炭化水素系ポリマーが固体又は高粘度液体であるのに対し、前記(メタ)アルキルアクリレート系単量体は低粘度な液体であり、前記ii) の粒子の隙間に、前記iii) の粒子が抵抗無く効率的に充填されるため、接着性を低下することなく添加量を増量することができる。また、光重合により重合体とすることで、前記ii) の粒子の隙間に、前記iii) の粒子が充填された状態が固定化され、経時的にも安定な分散状態を維持できる。
【0008】
【発明の実施の形態】
本発明に使用される組成物は、炭素数が1〜14個のアルキル基を有する(メタ)アルキルアクリレートからなる。
【0009】
前記炭素数が1〜14個のアルキル基を有する(メタ)アルキルアクリレートとしては、アクリル酸メチル、アクリル酸エチル、アクリル酸プロピル、アクリル酸ブチル、アクリル酸イソブチル、アクリル酸イソアミル、アクリル酸ヘキシル、アクリル酸2−エチルヘキシル、アクリル酸オクチル、アクリル酸イソオクチル、アクリル酸イソノニル、アクリル酸イソデシル、アクリル酸ラウリル、エタクリル酸メチル、メタクリル酸ブチル、メタクリル酸ヘキシル、メタクリル酸2−エチルヘキシル、メタクリル酸イソデシル、メタクリル酸ラウリル等が挙げられるが、これに限定されるものではない。
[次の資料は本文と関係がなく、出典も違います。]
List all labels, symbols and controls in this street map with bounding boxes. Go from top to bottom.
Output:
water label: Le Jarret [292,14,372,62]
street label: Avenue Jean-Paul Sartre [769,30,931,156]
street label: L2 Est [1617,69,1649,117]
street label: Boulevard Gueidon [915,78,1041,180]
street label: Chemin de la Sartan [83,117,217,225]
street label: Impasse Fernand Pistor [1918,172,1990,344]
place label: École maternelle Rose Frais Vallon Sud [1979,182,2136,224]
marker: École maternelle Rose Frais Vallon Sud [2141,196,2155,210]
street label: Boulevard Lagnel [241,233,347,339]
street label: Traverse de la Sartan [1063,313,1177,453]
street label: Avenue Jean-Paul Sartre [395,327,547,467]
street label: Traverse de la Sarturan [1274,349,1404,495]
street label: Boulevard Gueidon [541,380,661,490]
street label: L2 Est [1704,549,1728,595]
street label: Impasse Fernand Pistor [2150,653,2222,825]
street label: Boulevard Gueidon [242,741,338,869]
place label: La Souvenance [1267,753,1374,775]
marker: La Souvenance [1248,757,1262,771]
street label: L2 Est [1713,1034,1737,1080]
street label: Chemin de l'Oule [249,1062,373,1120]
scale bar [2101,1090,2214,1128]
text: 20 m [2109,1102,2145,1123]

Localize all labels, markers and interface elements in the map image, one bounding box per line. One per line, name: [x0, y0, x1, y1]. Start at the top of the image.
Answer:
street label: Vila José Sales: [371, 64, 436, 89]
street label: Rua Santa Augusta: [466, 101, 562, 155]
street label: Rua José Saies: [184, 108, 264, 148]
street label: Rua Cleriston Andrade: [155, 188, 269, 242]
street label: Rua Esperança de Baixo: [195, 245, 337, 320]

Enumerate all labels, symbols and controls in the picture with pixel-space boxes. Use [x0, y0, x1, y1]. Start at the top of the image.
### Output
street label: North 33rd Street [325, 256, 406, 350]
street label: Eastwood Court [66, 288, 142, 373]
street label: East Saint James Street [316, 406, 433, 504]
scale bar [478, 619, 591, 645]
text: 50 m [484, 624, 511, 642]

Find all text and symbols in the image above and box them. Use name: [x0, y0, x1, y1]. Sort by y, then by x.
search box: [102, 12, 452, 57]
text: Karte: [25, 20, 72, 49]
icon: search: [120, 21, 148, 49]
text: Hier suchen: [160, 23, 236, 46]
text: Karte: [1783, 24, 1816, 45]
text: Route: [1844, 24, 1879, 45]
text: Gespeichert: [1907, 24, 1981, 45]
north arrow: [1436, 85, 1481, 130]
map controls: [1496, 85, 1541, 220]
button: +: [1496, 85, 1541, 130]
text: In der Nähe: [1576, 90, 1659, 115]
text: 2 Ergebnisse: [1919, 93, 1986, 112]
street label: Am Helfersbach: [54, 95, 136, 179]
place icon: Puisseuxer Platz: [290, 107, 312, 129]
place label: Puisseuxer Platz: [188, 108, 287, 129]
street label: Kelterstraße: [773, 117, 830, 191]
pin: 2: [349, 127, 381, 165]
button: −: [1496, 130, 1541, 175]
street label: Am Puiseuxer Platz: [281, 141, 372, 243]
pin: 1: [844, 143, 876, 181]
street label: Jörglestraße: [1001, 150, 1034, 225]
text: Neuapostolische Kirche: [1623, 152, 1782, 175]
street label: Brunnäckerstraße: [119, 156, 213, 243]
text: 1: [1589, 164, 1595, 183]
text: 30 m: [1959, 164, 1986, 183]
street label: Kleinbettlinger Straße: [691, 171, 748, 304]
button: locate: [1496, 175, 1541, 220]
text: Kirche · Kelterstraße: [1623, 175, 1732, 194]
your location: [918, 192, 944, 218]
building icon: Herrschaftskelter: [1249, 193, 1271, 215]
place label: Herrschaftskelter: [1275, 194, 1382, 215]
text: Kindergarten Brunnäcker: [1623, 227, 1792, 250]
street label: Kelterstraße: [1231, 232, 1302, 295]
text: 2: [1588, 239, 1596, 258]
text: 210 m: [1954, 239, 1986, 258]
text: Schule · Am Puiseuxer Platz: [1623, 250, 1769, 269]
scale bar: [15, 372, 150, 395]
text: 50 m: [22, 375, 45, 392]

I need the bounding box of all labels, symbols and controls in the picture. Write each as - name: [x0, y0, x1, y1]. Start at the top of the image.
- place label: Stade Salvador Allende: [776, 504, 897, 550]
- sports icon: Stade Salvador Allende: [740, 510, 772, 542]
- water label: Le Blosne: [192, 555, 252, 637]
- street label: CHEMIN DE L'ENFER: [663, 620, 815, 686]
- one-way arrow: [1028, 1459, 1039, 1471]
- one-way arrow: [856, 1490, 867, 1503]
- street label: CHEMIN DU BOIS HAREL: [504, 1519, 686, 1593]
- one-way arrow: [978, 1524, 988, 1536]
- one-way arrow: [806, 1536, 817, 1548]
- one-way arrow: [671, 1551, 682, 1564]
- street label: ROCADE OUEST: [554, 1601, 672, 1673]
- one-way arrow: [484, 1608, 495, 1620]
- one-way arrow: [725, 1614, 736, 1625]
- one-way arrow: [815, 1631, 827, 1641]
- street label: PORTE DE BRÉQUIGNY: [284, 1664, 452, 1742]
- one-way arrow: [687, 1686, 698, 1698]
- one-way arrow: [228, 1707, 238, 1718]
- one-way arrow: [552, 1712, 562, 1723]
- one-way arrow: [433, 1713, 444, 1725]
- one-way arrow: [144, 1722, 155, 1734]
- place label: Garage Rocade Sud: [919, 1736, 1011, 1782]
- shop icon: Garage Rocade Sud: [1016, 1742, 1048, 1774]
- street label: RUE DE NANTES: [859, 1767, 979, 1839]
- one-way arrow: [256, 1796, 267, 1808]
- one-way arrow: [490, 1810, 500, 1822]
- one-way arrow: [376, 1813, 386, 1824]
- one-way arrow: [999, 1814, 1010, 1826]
これらは単量体混合物中70〜100質量%、好ましくは90〜99質量%の割合で用いられる。(メタ)アルキルアクリレートの量が70質量%未満であると、初期接着力などが低下する。
【0010】
(分子内に極性基を有する共重合性単量体)
前記の(メタ)アルキルアクリレート単量体とともに、分子内に極性基を有する共重合性単量体を使用することができる。この共重合性単量体は、上記アクリル共重合体の凝集力や接着力を向上するために用いられる。特に限定されるものではないが、例としてアクリル酸、イタコン酸、(無水)マレイン酸、(無水)フマル酸、カプロラクタン変性の(メタ)アクリレート、アクリル酸ダイマー等のカルボキシル基含有単量体、(メタ)アクリルアミド、置換アクリルアミド、N−ビニルピロリドン、N−ビニルカプロラクタム、(メタ)アクリロイルモルフォリン、(メタ)アクリルアミド等の窒素含有単量体、2−ヒドロキシエチル(メタ)アクリレート、2−ヒドロキシプロピル(メタ)アクリレート、4−ヒドロキシブチル(メタ)アクリレート等の水酸基含有単量体などが挙げられるがこれに限定されるものではない。これら共重合性単量体は、単量体混合物中30〜0.5質量%、好ましくは10〜1質量%の割合で用いられる。30質量%を越えると、初期接着性が低下する。
【0011】
(光重合開始剤)
本発明に使用される光重合開始剤としては、ベンゾインメチルエーテル、ベンゾインエチルエーテルなどのベンゾインエーテル類、2,2−ジエトキシアセトフェノン、2,2−ジメトキシ−2−フェニルアセトフェノンなどの置換アセトフェノン類、2−メチル−2−ヒドロキシプロピオフェノンなどの置換−α−ケトール類、ベンジルケタール類、アシルフォスフィンオキサイド類、ベンゾイン類、ベンゾフェノン類など公知のものが挙げられる。また、分子内に開裂点が2つ以上ある光重合開始剤、例えば、ビスアシルフォスフィンオキサイド類、ビスマレイミド誘導体を用いると、光重合物の分子量を大きくしやすいので好ましい。
【0012】
これらの光重合開始剤の使用量は種類にもよるが、単量体100質量部に対して、0.01〜3質量部、好ましくは0.1〜1質量部の割合で用いる。0.01質量部より少ないと、光重合物中に未反応の単量体が残存する。また、3質量部より多いと、光重合物の分子量が低下して感圧接着剤の凝集力不足を招く。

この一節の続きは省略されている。